Muses and Bruises by Fran Lock & Steev Burgess, ed. by Mike Quille

Reviewed by Becky Varley–Winter

This collaboration – featuring poems by Fran Lock, and collages by Steev Burgess – is gorgeous, both in the sense meaning ornate or beautiful, and the gorge rising in the poet’s throat. Muses and Bruises contains two poetic sequences, one responding to the Muses of Greek myth, and the other following two ‘Rag Town Girls’ as they explore the shivery, resilient clublands that Lock’s work often draws on.

Lock opens with a passionate defence of the right of ‘marginalised’ readers and writers to the full range of literature, the full range of cultural expression:

I came to poetry alone, late, and by chance. My first feeling at having found this beautiful, radiant thing was a mixture of exhilaration and relief, rapidly followed by a massive sense of blind and burning rage that something so essential, so sustaining, something so rich in sweetness and meaning had been kept from me. […] I love poetry, all poetry: the Lais of Marie de France, Chaucer, Milton, Blake, Clare, Keats, Yeats, Fiacc, Plath, Brookes, all of it. […] I was once told that my writing was inauthentic because working-class women don’t think or speak that way. Bollocks. I am a working-class woman, and I do write and think and speak this way.

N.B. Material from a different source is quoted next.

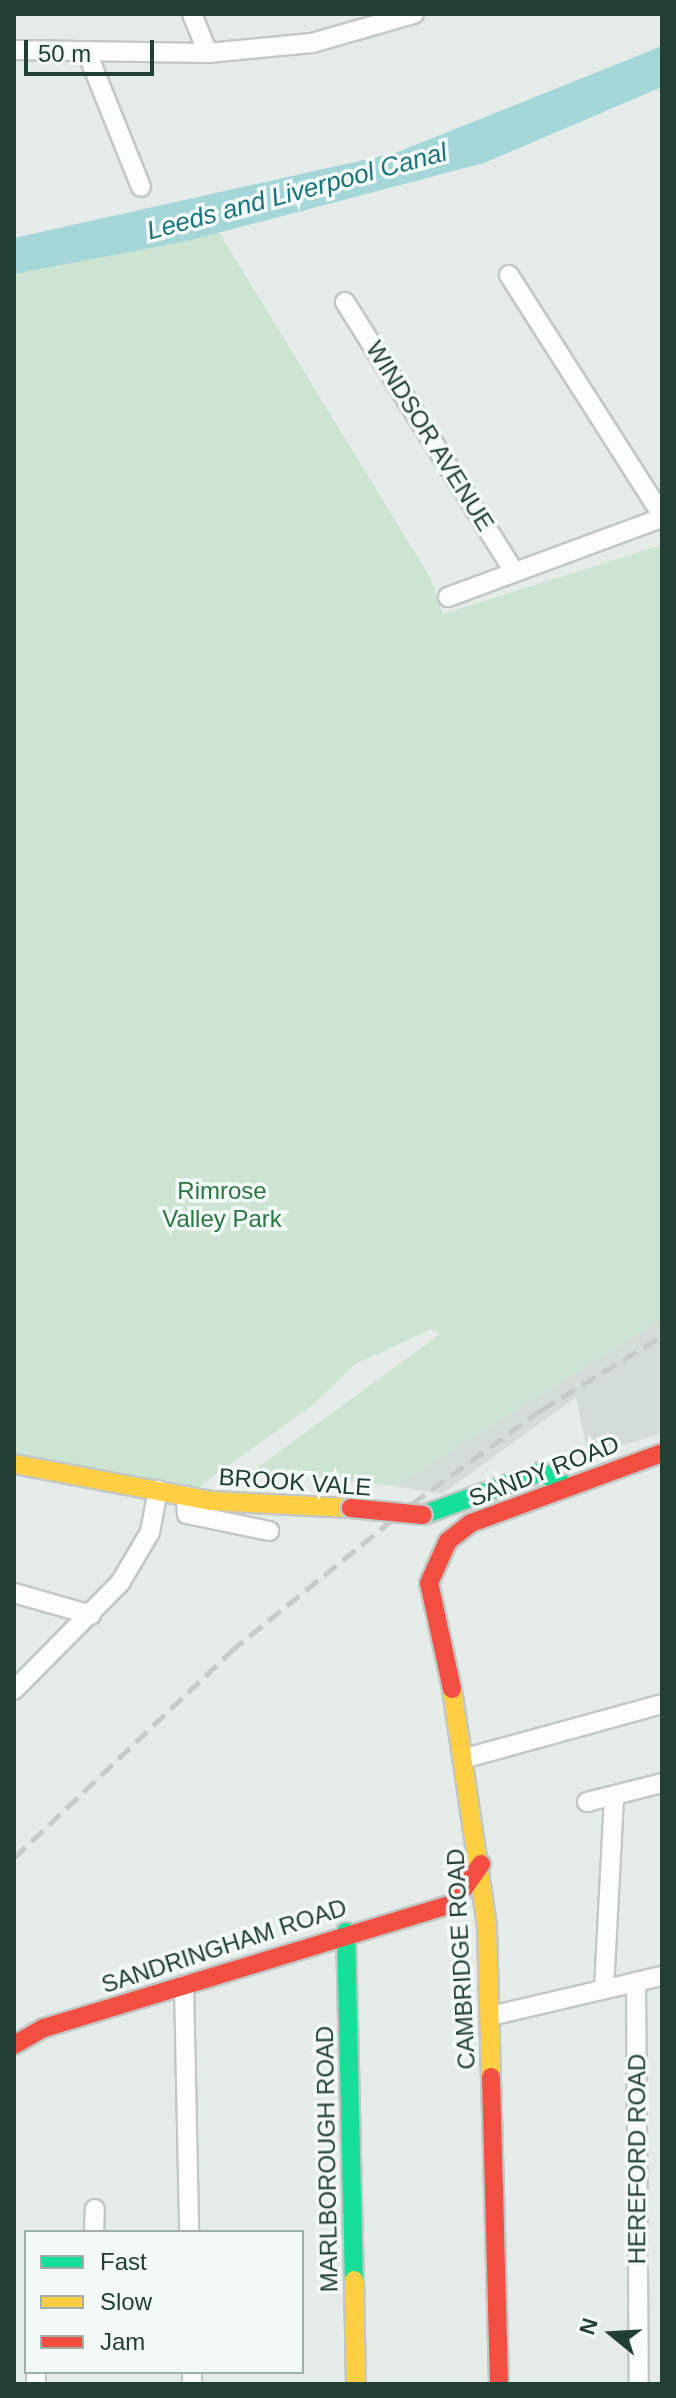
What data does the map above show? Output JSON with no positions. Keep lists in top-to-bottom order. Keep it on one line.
{"streets":{"main road":["SANDY ROAD","BROOK VALE","SANDRINGHAM ROAD","CAMBRIDGE ROAD","MARLBOROUGH ROAD"],"street":["WINDSOR AVENUE","HEREFORD ROAD"]},"crossings":[["SANDY ROAD","BROOK VALE"],["SANDY ROAD","CAMBRIDGE ROAD"],["SANDRINGHAM ROAD","MARLBOROUGH ROAD"]],"water":["Leeds and Liverpool Canal"],"parks":["Rimrose Valley Park"],"legend":["Fast","Slow","Jam"],"scale_bar":"50 m","north":"left"}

The nod to Keats feels apt, as Lock’s style reminds me of Keats advising Shelley that he should ”load every rift’ of [his] subject with ore‘. Every line is crammed with raw invention. When Lock writes in ‘Euterpe, 1953’ (the muse of music and lyric poetry) ‘these village women envy / me my revels,’ she sounds a lot like Puck, and she often evokes a Shakespearean sense of the poem as a stage that her words cavort across, using plenty of alliteration and internal rhyme. For example, in ‘Melpomene’ (the muse of tragedy):

[…] I am sleazed in
the green of The Land, raining down
her birdsong in blows. The dubby
crush of my keening does his head in.
I sink kisses into screams like pushing
pennies into mud. And he says he is done.
From the wordy murk of my loss come
lanterns and daggers, and I am my country:
mean, gutless and Medieval; a dread
mess of battlements and spoils.

I’ve heard her read some of these poems, but they come across even more clearly on the page, with time to absorb each detail. The sound works on me first, then I look up new words, such as poítin, an Irish alcohol (that sounds a bit like poison); isinglass, a substance from the stomachs of fish, used in beer brewing; skirl, meaning ‘to give forth music’; sovvies, rings with a mounted sovereign coin on them; a farrago, a confused mixture; luciferase, the enzyme that causes bioluminescence. I want, rather than need, to look them up, and they create the effect of a cave of wonders, the poems being full of the pleasure of their own making.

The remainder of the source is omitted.